Turek gave no answer, but moved on as if he had.
I
pointed out that Turek, like most of us, considered Hitler's genocide
to be terrible and monstrous, among the worst behaviors any human being
has ever done. I then pointed out that genocides very similar to
Hitler's were condoned in the Bible and even commanded or performed by
God himself.

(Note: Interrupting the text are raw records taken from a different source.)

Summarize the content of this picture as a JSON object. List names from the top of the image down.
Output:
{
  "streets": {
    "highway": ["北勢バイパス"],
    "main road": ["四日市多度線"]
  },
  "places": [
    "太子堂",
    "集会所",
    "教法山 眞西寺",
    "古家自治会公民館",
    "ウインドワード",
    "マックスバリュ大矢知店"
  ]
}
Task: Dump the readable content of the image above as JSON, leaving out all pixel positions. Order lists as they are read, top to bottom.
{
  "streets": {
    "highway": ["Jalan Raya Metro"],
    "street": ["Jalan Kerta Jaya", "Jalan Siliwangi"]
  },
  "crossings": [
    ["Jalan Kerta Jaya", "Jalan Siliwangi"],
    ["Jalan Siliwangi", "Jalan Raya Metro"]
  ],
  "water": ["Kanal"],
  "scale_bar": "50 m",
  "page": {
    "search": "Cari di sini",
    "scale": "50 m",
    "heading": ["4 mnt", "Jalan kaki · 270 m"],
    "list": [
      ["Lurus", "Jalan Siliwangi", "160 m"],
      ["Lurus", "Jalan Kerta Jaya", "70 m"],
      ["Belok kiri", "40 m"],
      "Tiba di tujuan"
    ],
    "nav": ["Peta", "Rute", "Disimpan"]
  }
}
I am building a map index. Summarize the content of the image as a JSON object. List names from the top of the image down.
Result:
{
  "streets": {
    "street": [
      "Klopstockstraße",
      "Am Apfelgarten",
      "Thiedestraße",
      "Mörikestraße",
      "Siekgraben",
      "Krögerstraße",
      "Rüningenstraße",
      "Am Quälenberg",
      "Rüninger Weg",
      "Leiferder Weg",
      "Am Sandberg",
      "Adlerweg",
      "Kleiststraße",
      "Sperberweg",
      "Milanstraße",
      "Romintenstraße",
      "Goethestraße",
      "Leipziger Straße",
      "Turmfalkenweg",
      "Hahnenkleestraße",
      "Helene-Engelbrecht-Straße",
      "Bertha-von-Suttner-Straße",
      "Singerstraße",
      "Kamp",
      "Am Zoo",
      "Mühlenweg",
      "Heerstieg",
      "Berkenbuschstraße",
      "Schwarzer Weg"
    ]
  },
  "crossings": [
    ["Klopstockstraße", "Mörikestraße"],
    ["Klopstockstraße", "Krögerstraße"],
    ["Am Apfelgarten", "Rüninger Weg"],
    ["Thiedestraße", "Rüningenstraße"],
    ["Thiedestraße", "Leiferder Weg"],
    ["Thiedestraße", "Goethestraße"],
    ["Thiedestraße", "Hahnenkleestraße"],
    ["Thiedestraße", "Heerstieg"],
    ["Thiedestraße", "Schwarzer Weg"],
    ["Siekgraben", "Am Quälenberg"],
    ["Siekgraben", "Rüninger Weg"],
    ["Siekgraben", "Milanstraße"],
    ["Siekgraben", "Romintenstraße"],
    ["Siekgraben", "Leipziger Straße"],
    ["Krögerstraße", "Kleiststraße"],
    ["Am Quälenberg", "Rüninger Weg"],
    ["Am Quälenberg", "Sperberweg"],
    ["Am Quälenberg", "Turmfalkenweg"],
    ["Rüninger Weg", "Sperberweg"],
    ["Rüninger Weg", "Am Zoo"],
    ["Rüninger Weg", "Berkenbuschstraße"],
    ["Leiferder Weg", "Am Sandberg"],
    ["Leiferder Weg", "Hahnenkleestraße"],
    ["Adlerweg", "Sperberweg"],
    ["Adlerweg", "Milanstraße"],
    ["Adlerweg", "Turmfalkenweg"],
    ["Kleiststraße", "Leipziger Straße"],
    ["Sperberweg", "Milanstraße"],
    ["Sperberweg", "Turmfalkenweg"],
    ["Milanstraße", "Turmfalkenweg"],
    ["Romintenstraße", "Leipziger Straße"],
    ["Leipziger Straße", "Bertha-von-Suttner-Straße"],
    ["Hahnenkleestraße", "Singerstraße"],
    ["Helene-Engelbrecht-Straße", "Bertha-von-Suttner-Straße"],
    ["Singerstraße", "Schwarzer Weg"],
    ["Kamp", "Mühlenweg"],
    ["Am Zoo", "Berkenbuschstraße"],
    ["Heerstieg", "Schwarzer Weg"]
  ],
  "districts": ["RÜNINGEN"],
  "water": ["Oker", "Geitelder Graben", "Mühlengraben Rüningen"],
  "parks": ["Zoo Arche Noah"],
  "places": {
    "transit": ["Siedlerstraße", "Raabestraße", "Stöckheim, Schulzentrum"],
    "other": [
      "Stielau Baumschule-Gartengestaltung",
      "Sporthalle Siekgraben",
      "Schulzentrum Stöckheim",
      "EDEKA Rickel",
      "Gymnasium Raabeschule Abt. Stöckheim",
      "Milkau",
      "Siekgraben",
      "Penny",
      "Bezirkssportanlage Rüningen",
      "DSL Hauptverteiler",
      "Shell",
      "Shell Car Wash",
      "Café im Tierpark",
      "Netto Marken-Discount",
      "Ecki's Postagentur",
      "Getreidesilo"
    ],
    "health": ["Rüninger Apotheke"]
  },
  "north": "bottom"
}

His answer was pathetic, and I think even the Christians in
the audience realized this: He said basically that the Canaanites and
Amalekites and Sodomites were so terribly evil that they deserved what
they got. In fact, he criticized atheists for asking why God doesn't
solve evil and then complaining when he does—as if the only conceivable
way to stop evil actions was to devastate the entire civilization in
which the perpetrator resides. On this reasoning we would punish a
convicted murderer by detonating a nuclear warhead upon the city in
which he resides. Moreover, it is not at all clear that these
civilizations were actually immoral; our only evidence from this comes
from the people who killed them, and they have no chance to offer a
rebuttal. But even if it's true that people were performing terrible
evils in these nations, I shouldn't have to explain why the solution was
not utter devastation and the systematic slaughter of thousands of
people.
Turek
then asked me, "What is the ultimate standard of morality?" I gave the
only answer I could, given the time constraints: "It's complicated." He
asked again, saying "It's a simple question"; I answered, "No, it's not a
simple question! It's one of the fundamental questions of human
existence!" I stand by this statement, but I don't think it was
persuasive to the audience, and I don't think I articulated my stance
very well. Essentially what I was trying to say was this: Deep truths
are complex; they are nuanced; they are difficult to discover and
understand. Anyone who thinks they have a simple answer is delusional,
for there cannot be a simple answer. A question like "What is the
ultimate standard of morality?" cannot be answered in a single syllable!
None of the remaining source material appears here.